Harvey Goodwyn Fields, Sr. | |
| |
Louisiana State Senator
for Union and Morehouse parishes | |
In office 1916–1920 | |
Preceded by | J. G. Taylor |
---|---|
Succeeded by | W. T. Barham |
United States Attorney for the Western District of Louisiana
| |
In office 1937–1941 | |
Succeeded by | Malcolm Lafargue |
Born | May 31, 1882 Marksville, Louisiana |
Died | May 5, 1961 (aged 78) Union Parish, Louisiana |
Political party | Democrat |
Spouse(s) | Evelyn Sanders Fields (married 1908; died 1961) |
Children | Three children, including T. T. Fields |
Residence | Farmerville, Louisiana |
Alma mater | Louisiana Tech University Tulane University Law School |
Occupation | Attorney |
Harvey Goodwyn Fields, Sr. (May 31, 1882 – May 5, 1961), was an attorney and Democratic politician from Farmerville, Louisiana, who was affiliated with the Long political faction and was considered a spokesman for "the common man."

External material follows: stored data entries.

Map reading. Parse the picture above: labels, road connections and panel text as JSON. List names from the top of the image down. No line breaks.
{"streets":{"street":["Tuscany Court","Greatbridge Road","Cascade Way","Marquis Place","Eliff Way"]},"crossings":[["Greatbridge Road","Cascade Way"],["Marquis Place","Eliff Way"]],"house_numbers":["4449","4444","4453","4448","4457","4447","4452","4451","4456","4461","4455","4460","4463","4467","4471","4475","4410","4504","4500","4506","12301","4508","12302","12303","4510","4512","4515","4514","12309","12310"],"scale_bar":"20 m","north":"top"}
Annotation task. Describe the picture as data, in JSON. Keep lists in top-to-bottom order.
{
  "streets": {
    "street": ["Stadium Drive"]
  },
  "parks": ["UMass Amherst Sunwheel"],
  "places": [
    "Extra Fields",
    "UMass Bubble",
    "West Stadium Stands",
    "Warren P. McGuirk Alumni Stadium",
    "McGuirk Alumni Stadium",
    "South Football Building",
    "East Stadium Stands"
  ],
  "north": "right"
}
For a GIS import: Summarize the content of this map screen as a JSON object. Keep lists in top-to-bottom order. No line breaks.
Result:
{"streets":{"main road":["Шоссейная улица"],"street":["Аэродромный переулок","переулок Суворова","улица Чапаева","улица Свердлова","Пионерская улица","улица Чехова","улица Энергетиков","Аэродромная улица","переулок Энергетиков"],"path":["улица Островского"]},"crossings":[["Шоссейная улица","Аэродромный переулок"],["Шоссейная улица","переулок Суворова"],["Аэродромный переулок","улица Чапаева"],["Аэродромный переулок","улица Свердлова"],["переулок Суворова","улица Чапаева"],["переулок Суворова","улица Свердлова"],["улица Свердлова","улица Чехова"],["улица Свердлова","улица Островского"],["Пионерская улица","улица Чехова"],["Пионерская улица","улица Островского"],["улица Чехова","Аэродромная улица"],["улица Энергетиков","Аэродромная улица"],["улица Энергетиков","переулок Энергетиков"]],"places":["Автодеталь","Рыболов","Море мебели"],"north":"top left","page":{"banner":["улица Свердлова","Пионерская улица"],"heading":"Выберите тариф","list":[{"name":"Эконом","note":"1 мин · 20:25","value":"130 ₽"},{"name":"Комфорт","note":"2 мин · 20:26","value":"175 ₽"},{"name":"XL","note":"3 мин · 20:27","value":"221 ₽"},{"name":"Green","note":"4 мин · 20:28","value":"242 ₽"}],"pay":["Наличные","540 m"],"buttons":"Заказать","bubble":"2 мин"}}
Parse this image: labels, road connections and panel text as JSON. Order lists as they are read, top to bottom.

Fields was born in Marksville in Avoyelles Parish in South Louisiana. In 1908, Fields married the former Evelyn Sanders (1889-1961), and they had two sons, Thomas Theodore Fields Jr., and Harvey Fields, Jr. (1918-1965), and a daughter, Joy (1915-1980). Fields attended Louisiana Tech University in Ruston, taught school for a time, and then graduated from the Tulane University Law School in New Orleans. He served for one term in the state Senate from 1916 to 1920 for adjoining Morehouse and Union parishes during the administration of Governor Ruffin Golson Pleasant (1871-1937) of Shreveport and also a native of Union Parish.[1]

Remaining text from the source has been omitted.